When hearing loss occurs as the result of an ear infection, it is referred to as conductive hearing loss. It happens when an obstruction appears in the middle ear, not allowing sounds to stimulate the auditory nerve. Conductive hearing loss affects the outer or middle ear, rather than the auditory nerve. Since the auditory nerve is unaffected, this hearing loss is often temporary and hearing returns after treatment is completed. Treatment may include antibiotics or even tubes within the ear if the patient has a history of ear infections.
While conductive hearing loss seems fairly mild and temporary, there are other situations caused by ear infections that can be more serious in nature and have a long-term impact on a person’s hearing. When someone develops an ear infection, there is typically a buildup of fluid in the middle ear. If that fluid continues to build up, the pressure can potentially rupture the eardrum.
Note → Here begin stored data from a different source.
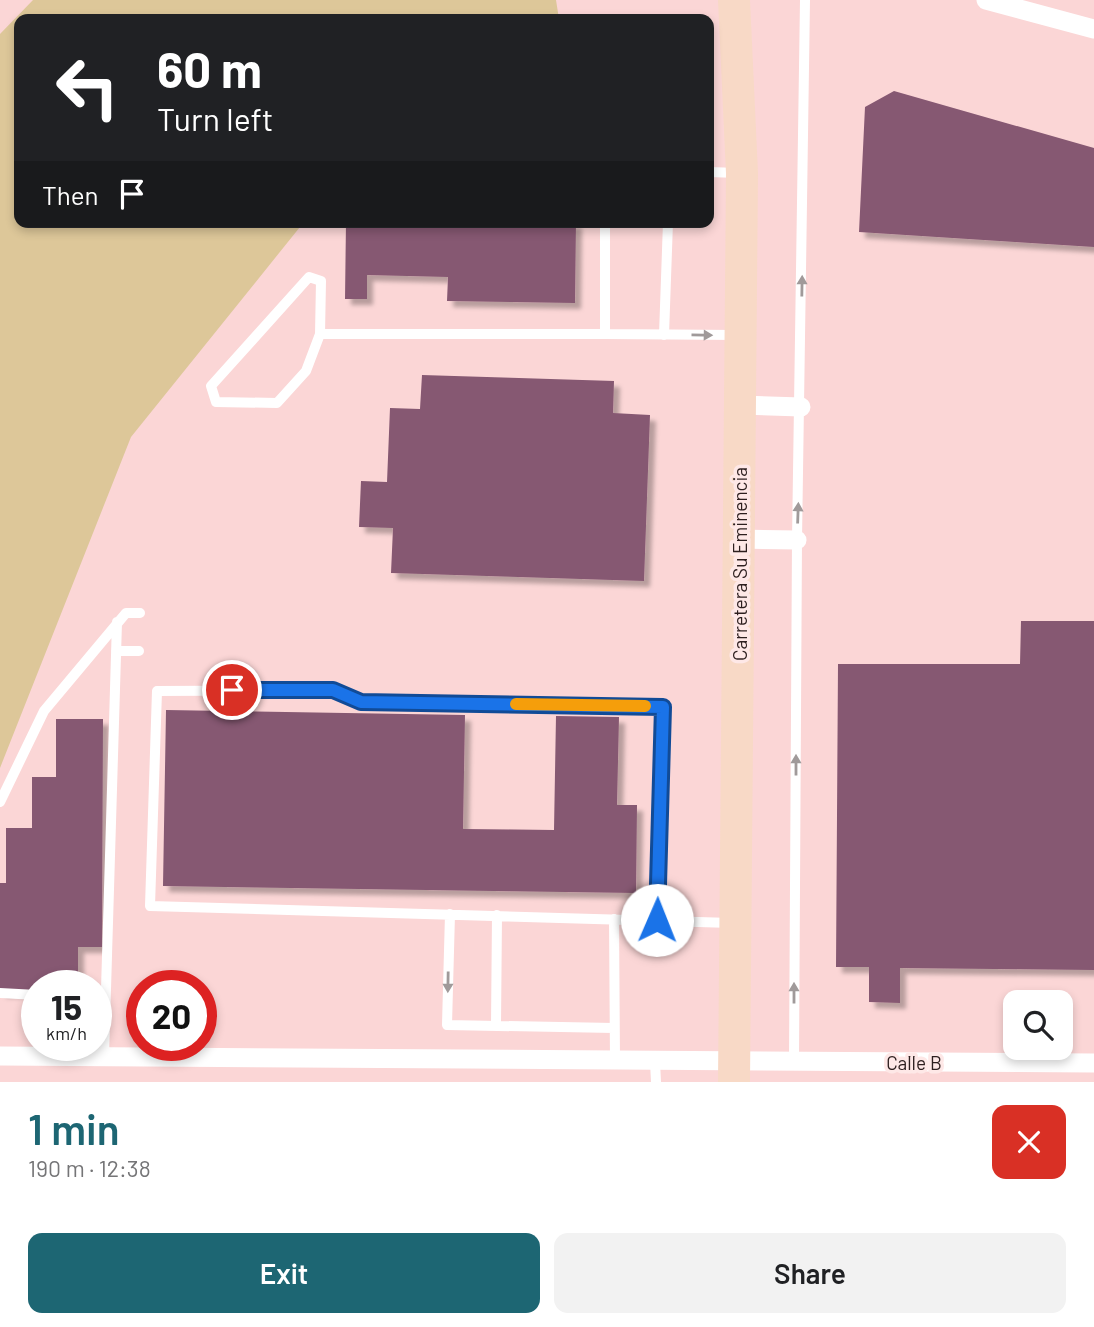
<!DOCTYPE html>
<meta charset="utf-8">
<style>
:root{--surface:#fff;--page:#f2f2f2;--text:#202124;--muted:#757577;--accent:#1d6673}
body{margin:0;font-family:Barlow,sans-serif;background:var(--page);color:var(--text);height:100vh;display:flex;flex-direction:column;font-size:26px;white-space:nowrap}
*{box-sizing:border-box;margin:0}
p{font-size:23px;color:var(--muted)}
.icon{flex:none;width:38px;height:38px;fill:none;stroke:currentColor;stroke-width:2;stroke-linecap:round;stroke-linejoin:round}
.map{position:relative;height:1082px;overflow:hidden}
.side{display:flex;flex-direction:column;background:var(--surface);flex:1}
.side>*{flex:none}
.hud{position:absolute;left:14px;top:14px;width:700px;height:214px;border-radius:14px;box-shadow:0 4px 10px #0003;background:#202124;color:#fff;overflow:hidden}
.buttons{position:absolute;left:1003px;top:990px;display:grid;gap:14px}
.buttons a{display:grid;place-items:center;width:70px;height:70px;border-radius:14px;background:var(--surface);box-shadow:0 4px 10px #0003;font-size:35px}
.speed{position:absolute;left:21px;top:970px;display:flex;gap:14px;font-size:35px;font-weight:700;text-align:center}
.speed>*{display:grid;place-content:center;width:91px;height:91px;border-radius:50%;background:var(--surface);box-shadow:0 4px 10px #0003;line-height:1}
.speed small{font-size:18px;font-weight:400}
.speed .limit{border:10px solid #d22;background:#fff;color:#111}
.pin{position:absolute;display:grid;place-items:center;width:60px;height:60px;color:#fff;margin:-30px;border:4px solid #fff;border-radius:50%;box-shadow:0 2px 7px #0007}
.me{position:absolute;width:77px;margin:-38px;rotate:1deg;stroke-linejoin:round;filter:drop-shadow(0 0 5px #0008)}
.turn{display:flex;align-items:center;gap:24px;height:147px;padding:0 28px;font-size:32px}
.turn .icon{width:91px;height:91px;stroke-width:2.5}
.turn b{display:block;font-size:49px;line-height:60px}
.then{display:flex;align-items:center;height:66px;padding:0 28px;background:#0003;gap:14px;font-size:26px}
.round{display:grid;place-items:center;flex:none;width:74px;height:74px;border-radius:14px;background:var(--page)}
.head{display:flex;align-items:center;justify-content:space-between;height:119px;padding:0 28px}
h1{font-size:42px;font-weight:600;line-height:52px;color:var(--accent)}
.primary-button{display:flex;gap:14px;margin-top:auto;padding:14px 28px}
.primary-button a{flex:1;height:80px;border-radius:14px;background:var(--accent);color:#fff;font-size:28px;font-weight:600;line-height:80px;text-align:center}
.primary-button a+a{background:var(--page);color:var(--text)}
.map>svg:first-child{display:block}
.green{fill:#ddc799}
.building{fill:#865872;filter:url(#shadow)}
.lines{fill:none;stroke-linecap:round;stroke-linejoin:round}
.service{stroke:#fff;stroke-width:10}
.minor{stroke:#fff;stroke-width:19}
.primary{stroke:#f8d9c6;stroke-width:32}
.oneway{fill:#a09a9a}
.route-casing{stroke:#114b97;stroke-width:18}
.route{stroke:#1a73e8;stroke-width:12}
.slow{stroke:#f59e0b;stroke-width:12}
.labels{text-anchor:middle;dominant-baseline:central;stroke-width:7;stroke-linejoin:round;paint-order:stroke}
.street-label{font-size:19px;fill:#2d1f1f;stroke:#fee8e7}
</style>
<div class="map">
<svg width="1094" height="1082" viewBox="0 0 1094 1082">
<defs>
<filter id="shadow"><feDropShadow dx="6" dy="6" stdDeviation="2" flood-color="#0004"/></filter>
</defs>
<rect width="100%" height="100%" fill="#fbd6d6"/>
<!-- green -->
<path class="green" d="M33,0H556L559,19H19V222H304L131,437L0,768V34Z"/>
<!-- building -->
<path class="building" d="M894,91L1094,148V247L859,232L865,107Z
M346,222H576L575,303L447,301L448,277L367,275V299H345Z
M422,375L614,381L613,413L650,415L644,581L391,573L393,528L359,527L361,481L387,482L390,408L420,409Z
M1021,621H1094V970L900,968V1003L869,1002V967H836L838,664H1020Z
M166,710L465,715L463,829L554,830L556,716L619,717L617,805H637L636,893L163,886Z
M56,719H103L102,947H78V985H37V992H0V883H6V828H32V777H56Z"/>
<g class="lines">
<!-- service -->
<path class="service" d="M709,172L738,173
M309,277L321,281L320,334L306,371L277,403L216,402L211,386Z
M320,334H605V222
M605,334L738,335
M664,335L668,222
M116,651H139
M0,802L44,711L126,613H140
M450,914L447,1025L614,1028
M614,919L615,1061
M657,920L663,707L361,702L333,690L157,691L150,906L732,923
M0,993L37,995
M496,1025L497,915
M104,1056L117,622
M794,1061L797,540L805,0
M655,1062L656,1082"/>
<!-- minor -->
<path class="minor" d="M986,0L1094,29
M740,405L801,407
M739,539L797,540
M0,1056L1094,1063"/>
<!-- primary -->
<path class="primary" d="M734,0L742,173L734,1082"/>
</g>
<!-- one-way arrows -->
<defs><path id="oneway-solid" d="M-6-.8H1V-3.2L6.5 0L1 3.2V.8H-6Z" transform="scale(1.75)"/></defs>
<g class="oneway">
<use href="#oneway-solid" transform="translate(802 286) rotate(-89)"/>
<use href="#oneway-solid" transform="translate(702 335) rotate(1)"/>
<use href="#oneway-solid" transform="translate(798 513) rotate(-88)"/>
<use href="#oneway-solid" transform="translate(796 765) rotate(-90)"/>
<use href="#oneway-solid" transform="translate(448 982) rotate(91)"/>
<use href="#oneway-solid" transform="translate(794 993) rotate(-90)"/>
</g>
<g class="lines">
<defs>
<path id="route" d="M232,690H333L361,702L663,707L657,920"/>
</defs>
<!-- route casing -->
<use href="#route" class="route-casing"/>
<!-- route -->
<use href="#route" class="route"/>
<!-- slow -->
<path class="slow" d="M516,704L645,706"/>
</g>
<g class="labels">
<!-- street labels -->
<g class="street-label">
<text transform="translate(739 564) rotate(-90)">Carretera Su Eminencia</text>
<text x="914" y="1062">Calle B</text>
</g>
</g>
</svg>
<div class="buttons">
<a><svg class="icon" aria-label="search" viewBox="0 0 24 24"><circle cx="10" cy="10" r="6"/><path d="M15 15l6 6"/></svg></a>
</div>
<div class="speed"><div>15<small>km/h</small></div><div class="limit">20</div></div>
<div class="pin" style="left:232px;top:690px;background:#d93025"><svg class="icon" aria-label="arrive" viewBox="0 0 24 24"><path d="M6 21V4h12l-3 4 3 4H6"/></svg></div>
<svg class="me" style="left:657px;top:920px" viewBox="-20 -20 40 40"><circle r="19" fill="#fff"/><path d="M0-13L10 11 0 6-10 11z" fill="#1a73e8"/></svg>
<div class="hud">
<div class="turn"><svg class="icon" aria-label="left" viewBox="0 0 24 24"><path d="M17 20v-9H6M10 6l-5 5 5 5"/></svg><div><b>60 m</b>Turn left</div></div>
<div class="then">Then<svg class="icon" aria-label="arrive" viewBox="0 0 24 24"><path d="M6 21V4h12l-3 4 3 4H6"/></svg></div>
</div>
</div>
<section class="side">
<div class="head"><div><h1>1 min</h1><p>190 m · 12:38</p></div><a class="round" style="background:#d93025;color:#fff"><svg class="icon" aria-label="close" viewBox="0 0 24 24"><path d="M6 6l12 12M18 6L6 18"/></svg></a></div>
<div class="primary-button"><a>Exit</a><a>Share</a></div>
</section>
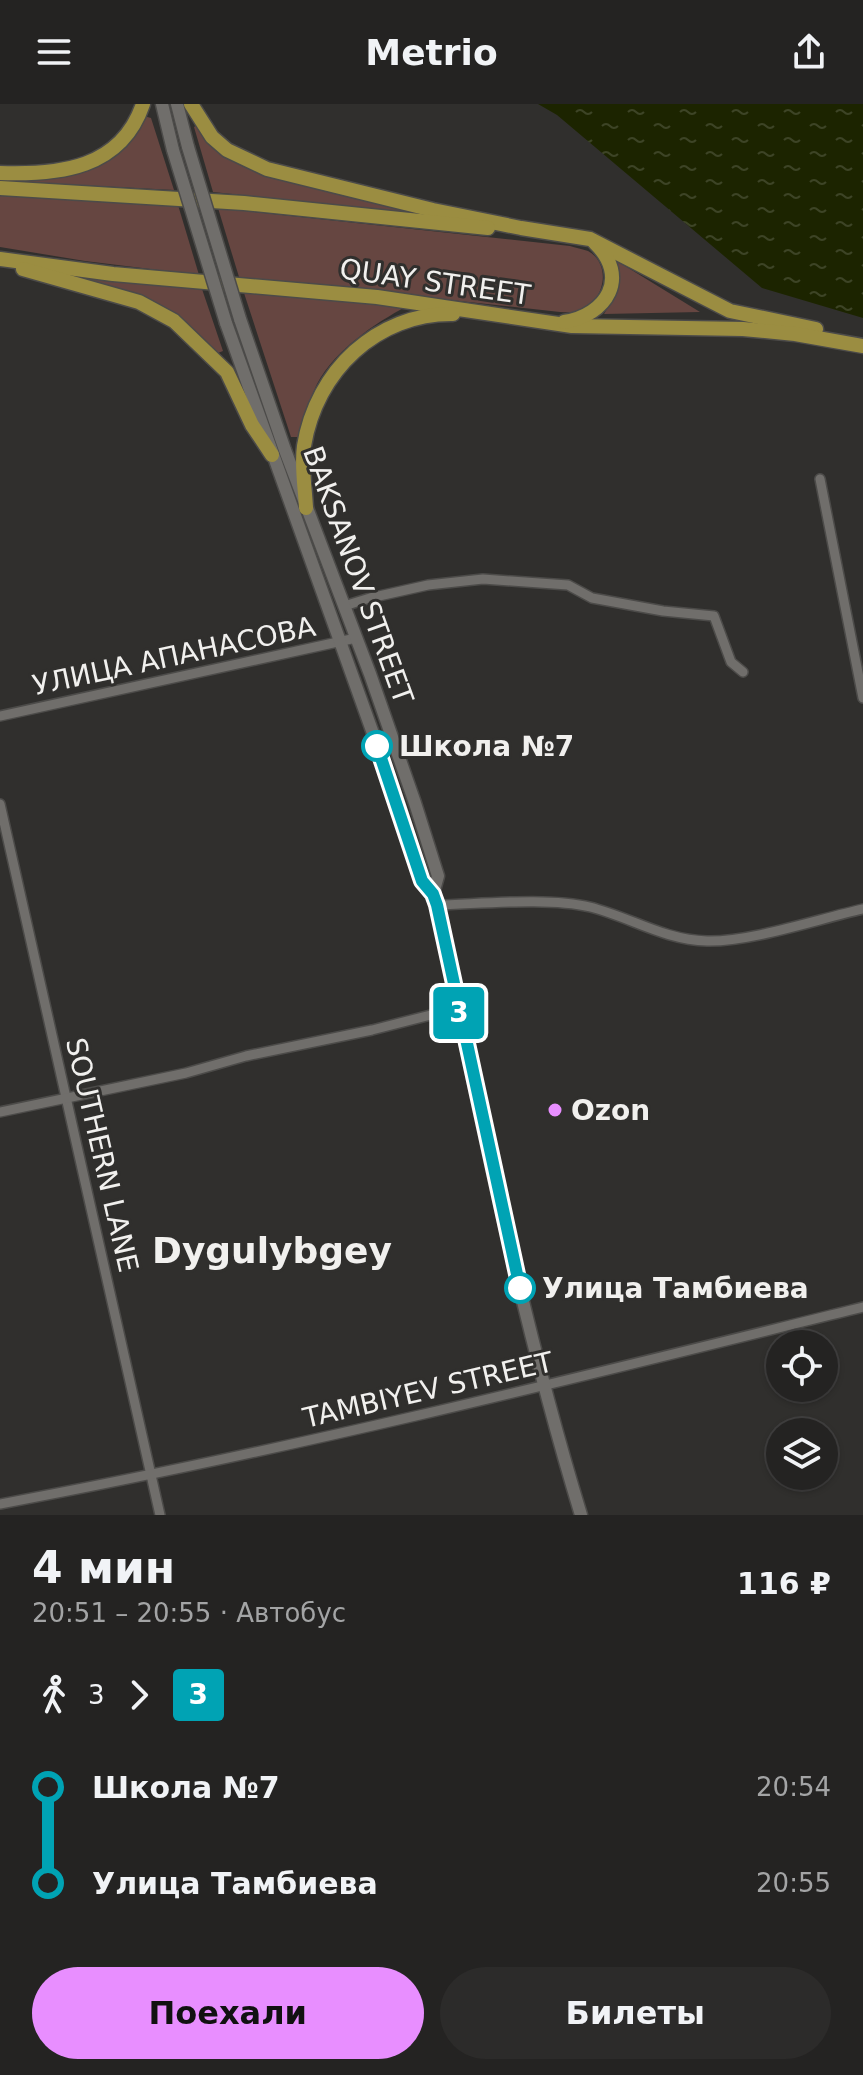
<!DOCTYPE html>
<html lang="ru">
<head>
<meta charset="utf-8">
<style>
	:root { --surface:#242322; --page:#2c2b2a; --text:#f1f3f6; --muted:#a3a4a5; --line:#414040; --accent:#e88eff }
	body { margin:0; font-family:"DejaVu Sans",sans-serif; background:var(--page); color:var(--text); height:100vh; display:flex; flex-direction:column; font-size:30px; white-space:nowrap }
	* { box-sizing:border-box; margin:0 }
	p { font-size:26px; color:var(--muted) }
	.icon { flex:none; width:44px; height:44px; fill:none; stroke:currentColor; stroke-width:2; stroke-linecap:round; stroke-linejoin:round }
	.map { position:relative; height:1411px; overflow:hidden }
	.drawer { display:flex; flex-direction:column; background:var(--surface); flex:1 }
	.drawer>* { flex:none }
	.badge { padding:0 16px; border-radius:6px; font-size:28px; line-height:52px }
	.tools { position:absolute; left:766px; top:1226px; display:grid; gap:16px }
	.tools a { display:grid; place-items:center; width:72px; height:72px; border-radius:50%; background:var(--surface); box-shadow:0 2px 6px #0004,0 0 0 2px var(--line); font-size:40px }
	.map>.badge { position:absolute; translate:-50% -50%; box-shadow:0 0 0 4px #fff }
	.legs { display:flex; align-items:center; gap:12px; height:88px; padding:0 32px; font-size:26px }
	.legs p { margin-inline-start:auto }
	.summary { display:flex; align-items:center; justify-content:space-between; height:136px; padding:0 32px }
	h1 { font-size:44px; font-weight:800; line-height:60px }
	.primary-button { display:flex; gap:16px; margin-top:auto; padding:16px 32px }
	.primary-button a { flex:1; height:92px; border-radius:48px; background:var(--accent); color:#111; font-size:32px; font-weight:800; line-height:92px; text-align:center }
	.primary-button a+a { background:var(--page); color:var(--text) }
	ul { padding:0 32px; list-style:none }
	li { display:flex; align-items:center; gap:28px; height:96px; font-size:30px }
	li i { display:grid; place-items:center; width:12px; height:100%; margin:0 10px; background:currentColor }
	li i::after { content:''; width:20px; height:20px; margin:-10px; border:6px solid; border-radius:50%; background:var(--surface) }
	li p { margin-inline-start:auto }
	li:first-child i { background:linear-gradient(#0000 50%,currentColor 0) }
	li:last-child i { background:linear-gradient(currentColor 50%,#0000 0) }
	header { display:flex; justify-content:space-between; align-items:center; height:104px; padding:0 32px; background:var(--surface); font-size:36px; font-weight:800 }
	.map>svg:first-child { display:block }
	.grass { fill:#664641 }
	.water { fill:url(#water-ripples) }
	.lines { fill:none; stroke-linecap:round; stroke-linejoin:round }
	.street-casing { stroke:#4c4b49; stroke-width:12 }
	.secondary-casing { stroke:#4c4b49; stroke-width:15 }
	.primary-casing { stroke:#4c4b49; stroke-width:17 }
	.street { stroke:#706e6b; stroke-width:9 }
	.secondary { stroke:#706e6b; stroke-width:12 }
	.primary { stroke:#9b8d41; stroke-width:14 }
	.secondary-bridge-casing { stroke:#4c4b49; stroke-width:15; stroke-linecap:butt }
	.secondary-bridge { stroke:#706e6b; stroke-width:12 }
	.line-1-casing { stroke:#fff; stroke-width:18 }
	.line-1 { stroke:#00a3b4; stroke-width:12 }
	.stop-1-dot { fill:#fff; stroke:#00a3b4; stroke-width:4 }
	.poi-dot { fill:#e88eff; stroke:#302f2d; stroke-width:3 }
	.labels { text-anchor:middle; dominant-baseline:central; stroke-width:6; stroke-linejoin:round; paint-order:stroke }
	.street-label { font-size:28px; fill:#f1f0ee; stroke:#302f2d }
	.stop-label { font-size:28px; font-weight:bold; fill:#f1f0ee; stroke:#302f2d; text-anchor:start }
	.poi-label { font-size:28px; font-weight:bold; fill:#f1f0ee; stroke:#302f2d; text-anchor:start }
	.district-label { font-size:36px; font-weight:bold; fill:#f1f0ee; stroke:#302f2d }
</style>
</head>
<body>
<header><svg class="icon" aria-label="menu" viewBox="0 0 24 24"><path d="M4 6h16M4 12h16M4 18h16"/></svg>Metrio<svg class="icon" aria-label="share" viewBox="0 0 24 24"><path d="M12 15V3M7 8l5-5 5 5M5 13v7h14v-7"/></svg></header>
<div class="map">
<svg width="863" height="1411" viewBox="0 0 863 1411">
	<defs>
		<pattern id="water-ripples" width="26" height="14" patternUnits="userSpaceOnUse" patternTransform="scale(2)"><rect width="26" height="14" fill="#1c2400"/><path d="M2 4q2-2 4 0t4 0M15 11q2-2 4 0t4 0" fill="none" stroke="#3d4426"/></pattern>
	</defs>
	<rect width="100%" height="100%" fill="#302f2d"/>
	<!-- grass -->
	<g class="grass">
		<path d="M144,12L151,14L174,86L0,77V74L69,71Z"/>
		<path d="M197,21L224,50L433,111L213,88L194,23Z"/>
		<path d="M0,91L178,101L199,171L85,157L0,143Z"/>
		<path d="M218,104L570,142C575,144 583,145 588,147C613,161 604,199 579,207C574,209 566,208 560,208L239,173Z"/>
		<path d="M615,157H617L700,208L604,210L616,190Z"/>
		<path d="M65,171L202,185L223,247L218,249C166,193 137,189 65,171Z"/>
		<path d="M244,189L407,202C374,220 336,245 317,280C309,296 304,316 299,333H291Z"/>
	</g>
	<!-- water -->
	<path class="water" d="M538,0H863V214L762,184L557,11Z"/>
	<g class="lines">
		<defs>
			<g id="street">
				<path d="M820,375L863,594"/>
				<path d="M344,502L370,494L428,481L483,475L568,481L592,494L663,507L714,512L731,558L743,568"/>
				<path d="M0,612L356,534"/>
				<path d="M0,700L160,1411"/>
				<path d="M437,801C480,800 549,793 590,803C630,813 664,836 707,837C751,838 818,815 863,805"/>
				<path d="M0,1008L186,969L246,952L372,926L458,904"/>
				<path d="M0,1400C290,1346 577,1274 863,1203"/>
			</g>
			<g id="secondary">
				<path d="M162,0L173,46"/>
				<path d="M177,0L188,43"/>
				<path d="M240,215L285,346L370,570L415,699L438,772L433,790"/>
				<path d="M226,219L399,702L422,777L433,790L437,801C479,1005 520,1211 581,1411"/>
			</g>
			<g id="primary">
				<path d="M191,0L212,33L227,46L267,65L433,106L521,124L590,135L730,207L816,225"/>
				<path d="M0,69C59,71 121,65 143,0"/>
				<path d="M0,84L244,99L488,124"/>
				<path d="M0,155L113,170L377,193L572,222L743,225L795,230L863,242"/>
				<path d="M23,165L139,198L174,217L227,268L252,321L272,351"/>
				<path d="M564,218C607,211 630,173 595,139"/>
				<path d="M306,404C305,383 301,362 304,342C316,267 377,209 453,210"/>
			</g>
		</defs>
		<!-- street casing -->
		<use href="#street" class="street-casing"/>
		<!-- secondary casing -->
		<use href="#secondary" class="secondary-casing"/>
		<!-- primary casing -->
		<use href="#primary" class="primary-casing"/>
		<!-- street -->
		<use href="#street" class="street"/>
		<!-- secondary -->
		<use href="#secondary" class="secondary"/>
		<!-- primary -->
		<use href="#primary" class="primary"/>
		<defs>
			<g id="secondary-bridge">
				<path d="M188,43L240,215"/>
				<path d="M173,46L226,219"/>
			</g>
		</defs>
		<!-- secondary-bridge casing -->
		<use href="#secondary-bridge" class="secondary-bridge-casing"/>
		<!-- secondary-bridge -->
		<use href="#secondary-bridge" class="secondary-bridge"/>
	</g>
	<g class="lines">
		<defs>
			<path id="line-1" d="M377,642L422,777L433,790L437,801L520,1184"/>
		</defs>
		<!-- line-1 casing -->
		<use href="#line-1" class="line-1-casing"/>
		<!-- line-1 -->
		<use href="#line-1" class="line-1"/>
	</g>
	<!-- markers -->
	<g class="stop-1-dot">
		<circle cx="377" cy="642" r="14"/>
		<circle cx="520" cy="1184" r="14"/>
	</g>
	<circle class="poi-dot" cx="555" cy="1006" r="8"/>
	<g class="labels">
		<!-- street labels -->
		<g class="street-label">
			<text transform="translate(435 178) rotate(8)">QUAY STREET</text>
			<text transform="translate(358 471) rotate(70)">BAKSANOV STREET</text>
			<text transform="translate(174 552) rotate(-12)">УЛИЦА АПАНАСОВА</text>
			<text transform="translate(102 1051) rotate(77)">SOUTHERN LANE</text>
			<text transform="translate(428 1286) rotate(-13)">TAMBIYEV STREET</text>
		</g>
		<!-- stop labels -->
		<g class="stop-label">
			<text x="399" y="642">Школа №7</text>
			<text x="542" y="1184">Улица Тамбиева</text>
		</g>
		<!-- poi labels -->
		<g class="poi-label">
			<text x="571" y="1006">Ozon</text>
		</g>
		<!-- district labels -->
		<g class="district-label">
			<text x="272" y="1146">Dygulybgey</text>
		</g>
	</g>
</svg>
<div class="tools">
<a><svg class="icon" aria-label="locate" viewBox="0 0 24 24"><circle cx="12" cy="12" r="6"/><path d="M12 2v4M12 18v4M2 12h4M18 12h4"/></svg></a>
<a><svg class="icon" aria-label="layers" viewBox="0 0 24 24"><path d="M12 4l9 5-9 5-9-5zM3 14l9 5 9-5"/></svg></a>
</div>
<b class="badge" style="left:459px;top:909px;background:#00a3b4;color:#fff">3</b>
</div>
<section class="drawer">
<div class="summary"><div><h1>4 мин</h1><p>20:51 – 20:55 · Автобус</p></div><b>116 ₽</b></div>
<div class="legs"><svg class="icon" aria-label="walk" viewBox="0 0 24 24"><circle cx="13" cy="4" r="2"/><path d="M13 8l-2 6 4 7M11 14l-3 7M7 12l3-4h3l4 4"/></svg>3<svg class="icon" aria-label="forward" viewBox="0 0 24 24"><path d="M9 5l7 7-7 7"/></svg><b class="badge" style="background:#00a3b4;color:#fff">3</b></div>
<ul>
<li><i style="color:#00a3b4"></i><b>Школа №7</b><p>20:54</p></li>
<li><i style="color:#00a3b4"></i><b>Улица Тамбиева</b><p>20:55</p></li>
</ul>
<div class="primary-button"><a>Поехали</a><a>Билеты</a></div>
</section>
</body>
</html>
Another possible outcome of an ear infection is Tympanosclerosis. Tympanosclerosis, the thickening or scarring of the tympanic membrane, usually occurs when the patient has a history of recurring ear infections. This will affect the mobility of the eardrum and will negatively impact hearing. While it is possible to have hearing return to normal after treatment, there is still a risk of permanent hearing issues. When this happens, hearing aids may be the only option.
While temporary hearing loss during an ear infection is not all that uncommon, it can still be unsettling. It is also important to pay close attention to infants and toddlers who may suffer from chronic ear infections since this is the age where speech and language hits a crucial learning point. Any repeated or temporary hearing loss may have a long-term negative impact.
In summary, the question of whether ear infections have the ability to cause hearing loss is a complicated one to answer. Yes, almost all cases have the potential to suffer from temporary hearing loss; however, rarely, if ever, is it a permanent change. More often than not, the hearing will gradually return as the infection runs its course.